Testing in support of this investigation has been ongoing since mid-October, when a laboratory at the Atlantic Veterinary College reported that it had detected the virus.
DFO has tested all 48 samples received as part of the original reports and the results are all negative for the virus. These results are consistent with the findings of an independent laboratory in Norway, which also tested samples associated with this investigation and provided a report to the CFIA.
Additional testing continues and results will be provided when ready.
As part of the investigation, the CFIA and DFO are also looking at how the samples were collected, handled, transported and stored.
In recent years, over 5,000 wild and farmed salmon in BC have been tested by the Federal Government and the Province of BC and none have ever tested positive for the disease.
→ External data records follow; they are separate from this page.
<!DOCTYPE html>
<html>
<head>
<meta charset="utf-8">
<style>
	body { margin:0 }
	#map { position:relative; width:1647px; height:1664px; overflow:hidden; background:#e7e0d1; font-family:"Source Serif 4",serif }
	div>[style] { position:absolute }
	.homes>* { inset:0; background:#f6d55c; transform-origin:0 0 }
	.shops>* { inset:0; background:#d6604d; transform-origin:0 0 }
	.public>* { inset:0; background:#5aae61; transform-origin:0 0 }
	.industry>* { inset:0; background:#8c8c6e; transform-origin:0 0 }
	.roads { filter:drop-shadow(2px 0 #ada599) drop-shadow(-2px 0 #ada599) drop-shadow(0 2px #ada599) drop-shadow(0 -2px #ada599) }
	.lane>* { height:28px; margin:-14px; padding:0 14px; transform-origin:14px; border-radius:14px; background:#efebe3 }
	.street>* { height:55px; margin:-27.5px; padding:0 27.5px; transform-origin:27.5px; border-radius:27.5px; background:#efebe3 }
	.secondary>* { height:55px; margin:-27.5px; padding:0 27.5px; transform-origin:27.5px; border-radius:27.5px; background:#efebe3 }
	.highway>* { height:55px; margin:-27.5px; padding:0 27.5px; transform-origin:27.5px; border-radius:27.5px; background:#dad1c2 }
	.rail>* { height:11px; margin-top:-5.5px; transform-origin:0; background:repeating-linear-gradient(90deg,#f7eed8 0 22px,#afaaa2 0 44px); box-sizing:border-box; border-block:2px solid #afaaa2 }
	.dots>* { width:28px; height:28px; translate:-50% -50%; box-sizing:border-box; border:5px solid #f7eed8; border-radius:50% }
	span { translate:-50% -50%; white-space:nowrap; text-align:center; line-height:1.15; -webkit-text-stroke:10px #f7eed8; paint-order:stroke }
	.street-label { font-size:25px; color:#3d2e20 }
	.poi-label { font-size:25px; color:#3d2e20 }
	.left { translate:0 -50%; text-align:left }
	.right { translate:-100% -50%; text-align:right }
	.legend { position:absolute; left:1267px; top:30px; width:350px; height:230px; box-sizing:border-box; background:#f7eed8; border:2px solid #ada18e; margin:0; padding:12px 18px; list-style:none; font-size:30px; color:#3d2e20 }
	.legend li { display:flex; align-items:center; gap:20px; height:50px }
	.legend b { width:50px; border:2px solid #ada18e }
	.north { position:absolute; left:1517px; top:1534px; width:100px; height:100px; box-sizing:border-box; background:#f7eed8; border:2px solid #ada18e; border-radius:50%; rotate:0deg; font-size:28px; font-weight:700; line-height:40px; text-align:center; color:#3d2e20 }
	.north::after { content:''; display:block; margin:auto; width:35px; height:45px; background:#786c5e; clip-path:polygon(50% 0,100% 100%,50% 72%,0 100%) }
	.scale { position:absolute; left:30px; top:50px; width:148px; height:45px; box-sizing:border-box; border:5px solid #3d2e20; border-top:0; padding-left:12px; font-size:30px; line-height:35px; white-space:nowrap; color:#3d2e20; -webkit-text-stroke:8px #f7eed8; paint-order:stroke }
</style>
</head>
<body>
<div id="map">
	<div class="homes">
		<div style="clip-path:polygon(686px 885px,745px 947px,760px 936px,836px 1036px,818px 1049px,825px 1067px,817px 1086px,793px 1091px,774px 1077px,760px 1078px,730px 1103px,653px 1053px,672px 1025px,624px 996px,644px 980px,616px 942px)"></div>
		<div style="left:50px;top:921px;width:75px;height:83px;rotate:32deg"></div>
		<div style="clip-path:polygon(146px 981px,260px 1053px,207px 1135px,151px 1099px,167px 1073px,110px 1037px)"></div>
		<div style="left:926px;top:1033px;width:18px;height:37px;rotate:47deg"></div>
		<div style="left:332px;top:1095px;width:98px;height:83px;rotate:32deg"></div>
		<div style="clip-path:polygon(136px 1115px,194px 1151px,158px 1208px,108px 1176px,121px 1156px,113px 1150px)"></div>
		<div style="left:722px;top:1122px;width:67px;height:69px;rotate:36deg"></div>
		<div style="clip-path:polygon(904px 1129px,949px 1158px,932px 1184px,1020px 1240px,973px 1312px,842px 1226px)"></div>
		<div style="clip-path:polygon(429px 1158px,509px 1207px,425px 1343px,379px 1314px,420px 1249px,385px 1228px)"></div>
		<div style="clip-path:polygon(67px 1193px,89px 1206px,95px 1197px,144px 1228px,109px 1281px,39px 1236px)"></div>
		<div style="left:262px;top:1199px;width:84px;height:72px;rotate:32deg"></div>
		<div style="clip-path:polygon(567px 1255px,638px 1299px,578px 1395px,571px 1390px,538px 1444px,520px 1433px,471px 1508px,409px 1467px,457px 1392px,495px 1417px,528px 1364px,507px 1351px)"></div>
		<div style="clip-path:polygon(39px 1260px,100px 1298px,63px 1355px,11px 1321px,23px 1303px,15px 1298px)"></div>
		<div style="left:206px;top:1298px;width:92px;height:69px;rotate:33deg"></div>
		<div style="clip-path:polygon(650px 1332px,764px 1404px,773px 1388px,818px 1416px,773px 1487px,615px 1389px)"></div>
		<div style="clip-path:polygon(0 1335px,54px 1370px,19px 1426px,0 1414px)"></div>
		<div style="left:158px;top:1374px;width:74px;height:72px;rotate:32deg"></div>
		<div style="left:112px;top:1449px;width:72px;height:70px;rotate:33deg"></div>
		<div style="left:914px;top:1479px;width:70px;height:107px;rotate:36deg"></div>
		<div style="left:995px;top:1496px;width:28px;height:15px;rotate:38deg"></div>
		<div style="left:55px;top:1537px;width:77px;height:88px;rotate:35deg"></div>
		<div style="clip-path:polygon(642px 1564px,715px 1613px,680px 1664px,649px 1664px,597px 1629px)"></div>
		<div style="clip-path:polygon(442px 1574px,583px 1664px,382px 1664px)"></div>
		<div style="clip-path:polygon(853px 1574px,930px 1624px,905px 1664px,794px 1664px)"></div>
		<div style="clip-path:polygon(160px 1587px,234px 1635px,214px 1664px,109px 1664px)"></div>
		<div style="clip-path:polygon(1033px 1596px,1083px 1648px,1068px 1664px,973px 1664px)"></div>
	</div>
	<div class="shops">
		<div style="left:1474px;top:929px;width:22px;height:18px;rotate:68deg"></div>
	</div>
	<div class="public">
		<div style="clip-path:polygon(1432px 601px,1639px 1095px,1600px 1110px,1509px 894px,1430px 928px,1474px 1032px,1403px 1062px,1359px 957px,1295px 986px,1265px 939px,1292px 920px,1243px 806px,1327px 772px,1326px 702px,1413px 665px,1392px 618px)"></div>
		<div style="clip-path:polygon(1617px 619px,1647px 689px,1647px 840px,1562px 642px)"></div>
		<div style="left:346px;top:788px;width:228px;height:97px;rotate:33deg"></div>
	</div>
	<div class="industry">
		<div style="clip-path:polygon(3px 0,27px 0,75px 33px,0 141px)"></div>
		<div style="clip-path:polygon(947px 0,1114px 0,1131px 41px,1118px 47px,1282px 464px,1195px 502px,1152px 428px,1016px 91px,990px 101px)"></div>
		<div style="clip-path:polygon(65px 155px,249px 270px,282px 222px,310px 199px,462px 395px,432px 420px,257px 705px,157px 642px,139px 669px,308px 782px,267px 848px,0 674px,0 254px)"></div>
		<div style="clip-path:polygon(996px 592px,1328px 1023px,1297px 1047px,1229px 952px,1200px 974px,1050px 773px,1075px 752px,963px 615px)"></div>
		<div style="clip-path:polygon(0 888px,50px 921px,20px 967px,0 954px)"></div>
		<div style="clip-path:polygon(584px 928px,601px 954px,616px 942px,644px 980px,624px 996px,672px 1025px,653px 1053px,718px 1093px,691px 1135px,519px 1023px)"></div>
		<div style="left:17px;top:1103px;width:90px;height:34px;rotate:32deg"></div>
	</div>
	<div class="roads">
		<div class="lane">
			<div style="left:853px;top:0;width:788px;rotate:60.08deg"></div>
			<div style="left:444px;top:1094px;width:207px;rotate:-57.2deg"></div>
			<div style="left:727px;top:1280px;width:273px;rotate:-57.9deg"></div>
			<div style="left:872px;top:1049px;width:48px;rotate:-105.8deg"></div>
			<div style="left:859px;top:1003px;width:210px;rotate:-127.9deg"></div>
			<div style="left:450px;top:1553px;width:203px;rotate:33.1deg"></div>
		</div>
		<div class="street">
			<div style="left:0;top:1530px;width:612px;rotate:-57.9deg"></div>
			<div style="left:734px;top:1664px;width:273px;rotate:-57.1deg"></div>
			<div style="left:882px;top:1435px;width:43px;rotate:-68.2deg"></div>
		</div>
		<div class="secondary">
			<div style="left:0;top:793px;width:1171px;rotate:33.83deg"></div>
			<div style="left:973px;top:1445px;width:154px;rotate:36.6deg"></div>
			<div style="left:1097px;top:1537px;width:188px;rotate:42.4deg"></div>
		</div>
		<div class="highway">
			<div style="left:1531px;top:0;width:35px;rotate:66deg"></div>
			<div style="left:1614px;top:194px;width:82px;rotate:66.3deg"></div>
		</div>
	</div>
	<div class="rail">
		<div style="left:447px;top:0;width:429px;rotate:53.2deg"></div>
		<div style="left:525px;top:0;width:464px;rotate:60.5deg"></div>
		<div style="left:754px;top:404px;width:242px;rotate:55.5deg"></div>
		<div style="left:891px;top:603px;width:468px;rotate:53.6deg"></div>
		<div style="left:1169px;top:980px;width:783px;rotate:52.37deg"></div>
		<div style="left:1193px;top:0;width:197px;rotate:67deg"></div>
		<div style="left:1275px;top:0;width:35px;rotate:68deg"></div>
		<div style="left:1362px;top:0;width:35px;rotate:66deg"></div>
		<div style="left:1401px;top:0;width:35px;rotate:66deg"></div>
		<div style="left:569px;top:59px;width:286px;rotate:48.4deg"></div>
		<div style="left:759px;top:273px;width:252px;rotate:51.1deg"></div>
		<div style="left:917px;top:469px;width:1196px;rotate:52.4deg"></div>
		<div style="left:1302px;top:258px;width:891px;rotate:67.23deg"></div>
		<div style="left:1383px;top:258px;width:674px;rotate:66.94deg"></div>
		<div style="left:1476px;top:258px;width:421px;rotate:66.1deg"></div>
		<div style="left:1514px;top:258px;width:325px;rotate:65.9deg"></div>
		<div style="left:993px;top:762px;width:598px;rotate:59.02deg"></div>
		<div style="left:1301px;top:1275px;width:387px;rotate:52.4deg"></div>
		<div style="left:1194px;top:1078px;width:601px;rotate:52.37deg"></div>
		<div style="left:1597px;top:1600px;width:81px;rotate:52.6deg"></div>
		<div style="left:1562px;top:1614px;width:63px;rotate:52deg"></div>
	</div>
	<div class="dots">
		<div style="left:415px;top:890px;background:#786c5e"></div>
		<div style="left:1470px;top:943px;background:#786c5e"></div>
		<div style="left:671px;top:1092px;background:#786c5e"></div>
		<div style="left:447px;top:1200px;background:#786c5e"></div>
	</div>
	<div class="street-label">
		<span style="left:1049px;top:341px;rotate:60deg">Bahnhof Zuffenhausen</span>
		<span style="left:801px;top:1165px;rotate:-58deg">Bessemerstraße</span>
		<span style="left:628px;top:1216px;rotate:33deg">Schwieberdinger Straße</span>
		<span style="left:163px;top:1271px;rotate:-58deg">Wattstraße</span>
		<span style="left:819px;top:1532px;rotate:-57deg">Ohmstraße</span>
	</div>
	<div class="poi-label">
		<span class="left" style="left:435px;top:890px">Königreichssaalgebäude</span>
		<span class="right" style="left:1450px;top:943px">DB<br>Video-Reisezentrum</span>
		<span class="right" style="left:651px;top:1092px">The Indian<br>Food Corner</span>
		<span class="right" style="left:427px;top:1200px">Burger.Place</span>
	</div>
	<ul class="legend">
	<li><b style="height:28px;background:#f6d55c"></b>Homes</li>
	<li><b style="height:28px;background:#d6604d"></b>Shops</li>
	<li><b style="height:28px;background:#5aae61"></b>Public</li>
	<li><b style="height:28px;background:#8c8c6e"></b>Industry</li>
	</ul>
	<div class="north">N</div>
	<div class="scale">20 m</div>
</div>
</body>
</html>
The CFIA, in collaboration with DFO and the Province of BC, is assessing the current testing levels for this virus in both wild and aquaculture populations in BC and will increase surveillance activities as required.
Infectious salmon anaemia poses no risk to people.
In Canada, infectious salmon anaemia is a "federally reportable disease" in Canada. This means that all suspected or confirmed cases must be immediately reported to the CFIA.
Under the CFIA's National Aquatic Animal Health Programme, suspected federally reportable diseases such as infectious salmon anaemia must be confirmed at the DFO national reference laboratory.